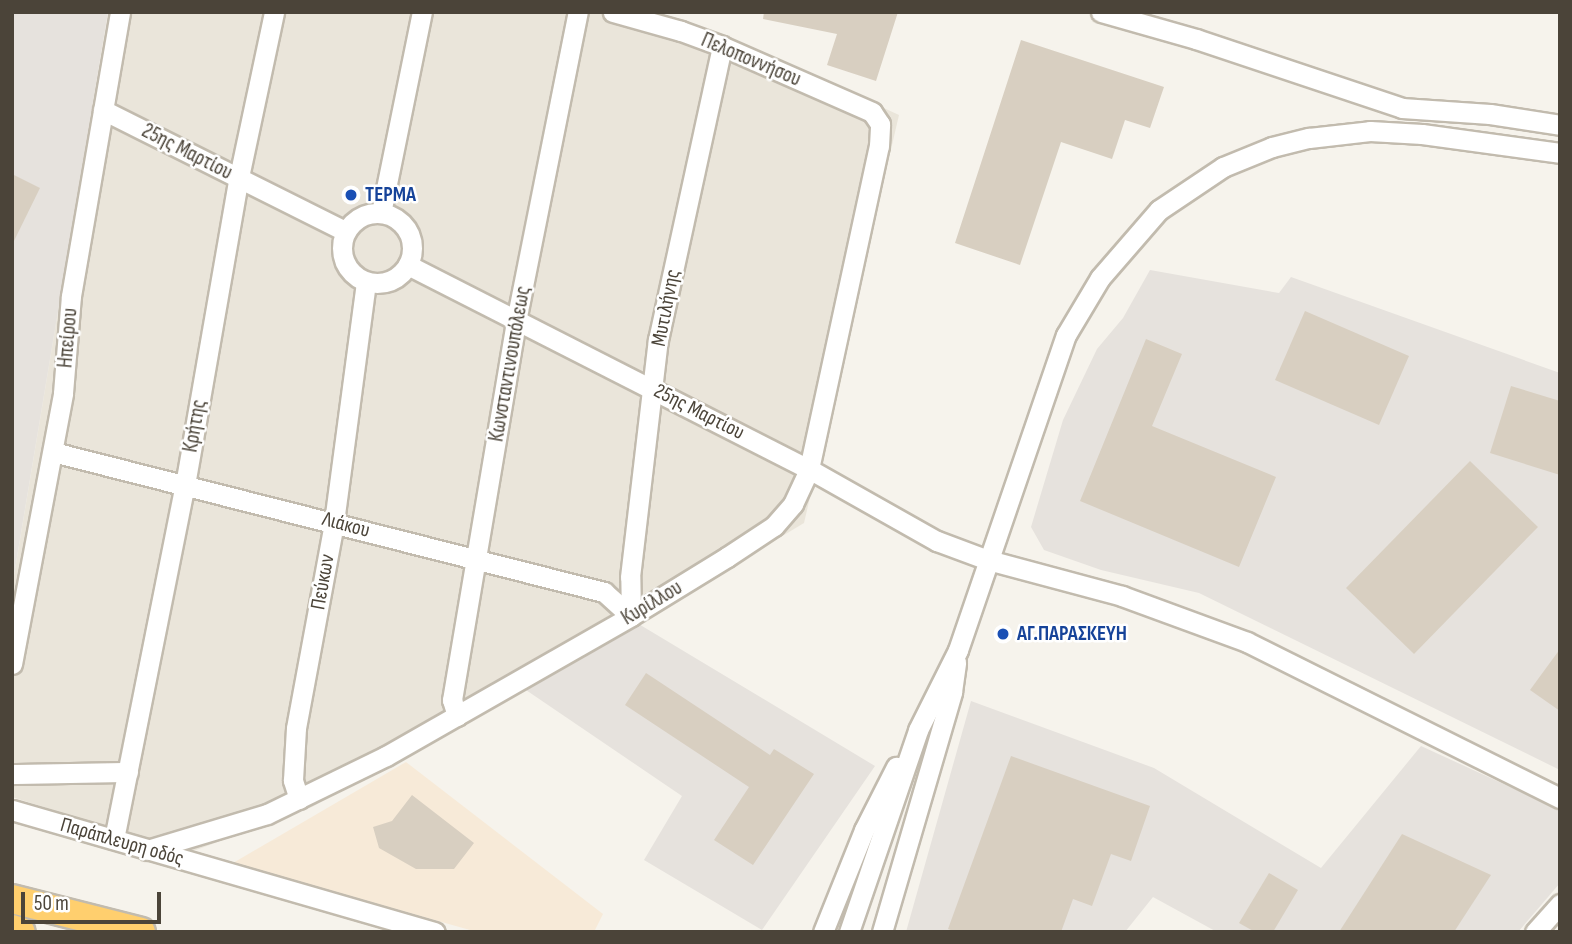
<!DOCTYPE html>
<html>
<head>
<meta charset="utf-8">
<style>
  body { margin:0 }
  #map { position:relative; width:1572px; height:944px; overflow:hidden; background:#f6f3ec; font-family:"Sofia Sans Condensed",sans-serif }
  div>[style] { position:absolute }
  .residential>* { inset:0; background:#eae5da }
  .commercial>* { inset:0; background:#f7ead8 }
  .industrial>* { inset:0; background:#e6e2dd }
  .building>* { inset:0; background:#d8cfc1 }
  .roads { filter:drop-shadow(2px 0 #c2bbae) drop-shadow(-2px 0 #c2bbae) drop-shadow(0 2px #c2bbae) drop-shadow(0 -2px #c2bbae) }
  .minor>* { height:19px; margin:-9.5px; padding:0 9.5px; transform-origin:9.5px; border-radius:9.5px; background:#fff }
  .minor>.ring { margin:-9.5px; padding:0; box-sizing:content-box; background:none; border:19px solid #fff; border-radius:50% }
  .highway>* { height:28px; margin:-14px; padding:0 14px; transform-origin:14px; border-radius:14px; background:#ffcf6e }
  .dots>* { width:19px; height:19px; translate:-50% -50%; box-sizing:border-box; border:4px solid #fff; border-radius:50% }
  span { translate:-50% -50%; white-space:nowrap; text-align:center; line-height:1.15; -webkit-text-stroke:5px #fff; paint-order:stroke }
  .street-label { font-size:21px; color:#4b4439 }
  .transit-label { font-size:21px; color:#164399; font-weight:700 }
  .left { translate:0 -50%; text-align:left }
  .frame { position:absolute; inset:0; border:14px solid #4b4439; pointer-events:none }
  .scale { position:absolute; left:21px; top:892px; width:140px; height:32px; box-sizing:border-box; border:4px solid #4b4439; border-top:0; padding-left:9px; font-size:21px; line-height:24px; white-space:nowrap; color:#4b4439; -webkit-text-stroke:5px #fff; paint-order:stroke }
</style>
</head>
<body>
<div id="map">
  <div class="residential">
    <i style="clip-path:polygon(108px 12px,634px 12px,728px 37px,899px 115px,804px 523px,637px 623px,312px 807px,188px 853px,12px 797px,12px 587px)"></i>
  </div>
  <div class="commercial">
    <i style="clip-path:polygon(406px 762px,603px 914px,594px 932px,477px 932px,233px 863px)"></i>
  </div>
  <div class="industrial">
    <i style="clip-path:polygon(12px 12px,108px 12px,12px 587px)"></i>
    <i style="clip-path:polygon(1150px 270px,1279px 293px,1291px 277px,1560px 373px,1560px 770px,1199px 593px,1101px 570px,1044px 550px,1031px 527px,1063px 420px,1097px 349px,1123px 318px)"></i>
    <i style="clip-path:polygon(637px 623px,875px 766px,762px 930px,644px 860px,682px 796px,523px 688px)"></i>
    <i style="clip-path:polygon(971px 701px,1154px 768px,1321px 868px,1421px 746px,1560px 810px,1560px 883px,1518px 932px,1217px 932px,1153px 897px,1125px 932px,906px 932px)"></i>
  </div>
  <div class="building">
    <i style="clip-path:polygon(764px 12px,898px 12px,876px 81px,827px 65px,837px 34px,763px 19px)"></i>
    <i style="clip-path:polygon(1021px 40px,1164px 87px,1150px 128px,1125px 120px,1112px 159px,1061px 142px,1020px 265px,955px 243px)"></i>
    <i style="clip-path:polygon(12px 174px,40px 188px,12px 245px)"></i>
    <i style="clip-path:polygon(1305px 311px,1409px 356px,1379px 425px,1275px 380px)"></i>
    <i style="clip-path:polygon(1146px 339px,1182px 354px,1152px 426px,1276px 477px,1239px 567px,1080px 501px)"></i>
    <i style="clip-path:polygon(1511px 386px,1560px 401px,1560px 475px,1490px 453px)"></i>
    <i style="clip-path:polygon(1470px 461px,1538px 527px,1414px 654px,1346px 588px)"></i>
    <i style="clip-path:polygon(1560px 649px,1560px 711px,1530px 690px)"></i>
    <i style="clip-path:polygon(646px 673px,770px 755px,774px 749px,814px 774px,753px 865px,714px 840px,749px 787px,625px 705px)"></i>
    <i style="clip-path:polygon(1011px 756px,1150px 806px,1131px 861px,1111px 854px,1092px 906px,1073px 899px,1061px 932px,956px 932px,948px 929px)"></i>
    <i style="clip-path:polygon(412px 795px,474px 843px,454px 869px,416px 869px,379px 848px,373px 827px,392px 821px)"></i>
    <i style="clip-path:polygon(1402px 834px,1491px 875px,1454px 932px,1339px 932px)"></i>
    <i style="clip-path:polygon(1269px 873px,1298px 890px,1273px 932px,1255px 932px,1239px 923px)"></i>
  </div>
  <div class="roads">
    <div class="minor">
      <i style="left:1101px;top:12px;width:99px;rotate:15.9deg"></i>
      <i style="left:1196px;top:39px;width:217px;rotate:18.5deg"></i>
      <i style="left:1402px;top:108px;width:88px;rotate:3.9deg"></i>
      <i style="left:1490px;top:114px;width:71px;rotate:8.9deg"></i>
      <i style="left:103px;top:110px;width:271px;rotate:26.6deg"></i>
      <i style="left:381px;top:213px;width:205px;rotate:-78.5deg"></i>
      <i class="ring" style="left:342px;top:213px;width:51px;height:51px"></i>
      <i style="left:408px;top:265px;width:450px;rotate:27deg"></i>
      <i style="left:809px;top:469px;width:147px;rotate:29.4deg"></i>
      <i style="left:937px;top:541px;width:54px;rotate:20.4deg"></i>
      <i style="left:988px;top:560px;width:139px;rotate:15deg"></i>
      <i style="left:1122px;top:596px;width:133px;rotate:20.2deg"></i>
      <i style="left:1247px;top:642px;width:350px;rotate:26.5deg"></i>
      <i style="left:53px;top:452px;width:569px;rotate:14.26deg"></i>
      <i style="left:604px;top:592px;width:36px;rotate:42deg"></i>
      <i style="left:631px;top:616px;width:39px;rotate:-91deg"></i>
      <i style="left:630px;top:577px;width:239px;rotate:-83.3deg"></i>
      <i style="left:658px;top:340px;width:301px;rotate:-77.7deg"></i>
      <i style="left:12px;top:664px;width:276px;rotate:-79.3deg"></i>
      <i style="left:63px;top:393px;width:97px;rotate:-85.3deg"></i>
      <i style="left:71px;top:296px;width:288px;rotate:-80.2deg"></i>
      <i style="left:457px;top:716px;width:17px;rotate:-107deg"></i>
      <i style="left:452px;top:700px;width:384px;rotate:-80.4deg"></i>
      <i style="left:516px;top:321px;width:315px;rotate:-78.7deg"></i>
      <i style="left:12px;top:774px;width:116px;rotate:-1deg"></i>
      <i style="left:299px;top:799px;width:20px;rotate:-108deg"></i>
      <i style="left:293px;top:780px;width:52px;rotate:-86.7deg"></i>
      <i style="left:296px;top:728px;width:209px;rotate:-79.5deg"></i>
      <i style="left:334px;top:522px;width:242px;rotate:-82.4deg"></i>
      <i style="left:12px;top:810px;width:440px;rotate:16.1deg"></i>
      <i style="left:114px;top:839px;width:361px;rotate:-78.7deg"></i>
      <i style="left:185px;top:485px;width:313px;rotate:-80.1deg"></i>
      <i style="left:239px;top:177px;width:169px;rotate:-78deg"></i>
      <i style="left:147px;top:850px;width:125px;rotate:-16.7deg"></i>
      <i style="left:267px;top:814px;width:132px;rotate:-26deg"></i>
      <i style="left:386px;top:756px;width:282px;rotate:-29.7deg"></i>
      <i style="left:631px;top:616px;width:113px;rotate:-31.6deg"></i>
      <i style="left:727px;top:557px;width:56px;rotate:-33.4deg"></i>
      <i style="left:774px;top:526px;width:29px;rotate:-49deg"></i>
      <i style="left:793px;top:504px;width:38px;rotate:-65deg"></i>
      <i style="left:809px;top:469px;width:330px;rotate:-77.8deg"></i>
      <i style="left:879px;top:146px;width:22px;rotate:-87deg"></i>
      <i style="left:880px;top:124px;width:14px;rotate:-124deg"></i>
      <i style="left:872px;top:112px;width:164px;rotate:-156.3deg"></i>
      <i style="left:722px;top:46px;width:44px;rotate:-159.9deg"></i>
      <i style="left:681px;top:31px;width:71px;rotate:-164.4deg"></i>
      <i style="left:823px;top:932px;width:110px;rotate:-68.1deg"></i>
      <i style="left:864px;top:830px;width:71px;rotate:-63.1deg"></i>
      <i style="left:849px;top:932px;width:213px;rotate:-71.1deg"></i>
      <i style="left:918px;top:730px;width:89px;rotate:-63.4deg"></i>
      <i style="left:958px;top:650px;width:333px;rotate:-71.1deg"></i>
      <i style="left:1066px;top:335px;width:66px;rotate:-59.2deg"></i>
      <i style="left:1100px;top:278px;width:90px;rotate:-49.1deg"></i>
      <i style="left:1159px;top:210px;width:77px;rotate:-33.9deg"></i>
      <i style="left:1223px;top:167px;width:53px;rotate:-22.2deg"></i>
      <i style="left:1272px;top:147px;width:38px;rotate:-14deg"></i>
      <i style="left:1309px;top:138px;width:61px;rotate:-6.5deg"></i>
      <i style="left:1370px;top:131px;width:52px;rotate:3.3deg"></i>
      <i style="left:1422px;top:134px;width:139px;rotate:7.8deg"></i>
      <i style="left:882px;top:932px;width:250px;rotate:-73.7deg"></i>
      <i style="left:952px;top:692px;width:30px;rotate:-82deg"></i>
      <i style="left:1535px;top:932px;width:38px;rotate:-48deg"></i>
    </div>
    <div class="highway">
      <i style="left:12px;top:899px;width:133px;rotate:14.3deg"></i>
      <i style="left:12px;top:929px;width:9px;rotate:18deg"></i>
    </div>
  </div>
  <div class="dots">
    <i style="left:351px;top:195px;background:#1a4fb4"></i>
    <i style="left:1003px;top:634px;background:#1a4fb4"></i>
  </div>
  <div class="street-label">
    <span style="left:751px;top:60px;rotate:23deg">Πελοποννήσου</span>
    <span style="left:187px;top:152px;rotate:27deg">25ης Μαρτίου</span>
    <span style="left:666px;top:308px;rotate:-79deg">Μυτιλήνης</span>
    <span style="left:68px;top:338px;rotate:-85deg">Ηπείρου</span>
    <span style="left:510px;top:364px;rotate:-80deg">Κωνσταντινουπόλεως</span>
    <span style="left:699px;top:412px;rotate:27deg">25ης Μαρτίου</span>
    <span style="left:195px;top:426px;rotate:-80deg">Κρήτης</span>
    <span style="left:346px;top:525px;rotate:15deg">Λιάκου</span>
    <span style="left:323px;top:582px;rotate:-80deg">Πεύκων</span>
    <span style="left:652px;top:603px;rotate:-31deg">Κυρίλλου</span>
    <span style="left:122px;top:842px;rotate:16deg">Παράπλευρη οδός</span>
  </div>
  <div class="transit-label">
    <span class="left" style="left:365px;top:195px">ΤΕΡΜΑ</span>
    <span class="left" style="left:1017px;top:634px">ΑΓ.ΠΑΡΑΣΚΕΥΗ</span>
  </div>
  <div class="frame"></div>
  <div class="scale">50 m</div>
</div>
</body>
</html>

========

Please output the listing above exactly from its first line through the line with "width:19px; height:19px; translate:-50%", both included, and nothing beyond that line. Omit pictures.

* [OUTPUT FOR THIS TASK]:
<!DOCTYPE html>
<html>
<head>
<meta charset="utf-8">
<style>
  body { margin:0 }
  #map { position:relative; width:1572px; height:944px; overflow:hidden; background:#f6f3ec; font-family:"Sofia Sans Condensed",sans-serif }
  div>[style] { position:absolute }
  .residential>* { inset:0; background:#eae5da }
  .commercial>* { inset:0; background:#f7ead8 }
  .industrial>* { inset:0; background:#e6e2dd }
  .building>* { inset:0; background:#d8cfc1 }
  .roads { filter:drop-shadow(2px 0 #c2bbae) drop-shadow(-2px 0 #c2bbae) drop-shadow(0 2px #c2bbae) drop-shadow(0 -2px #c2bbae) }
  .minor>* { height:19px; margin:-9.5px; padding:0 9.5px; transform-origin:9.5px; border-radius:9.5px; background:#fff }
  .minor>.ring { margin:-9.5px; padding:0; box-sizing:content-box; background:none; border:19px solid #fff; border-radius:50% }
  .highway>* { height:28px; margin:-14px; padding:0 14px; transform-origin:14px; border-radius:14px; background:#ffcf6e }
  .dots>* { width:19px; height:19px; translate:-50% -50%; box-sizing:border-box; border:4px solid #fff; border-radius:50% }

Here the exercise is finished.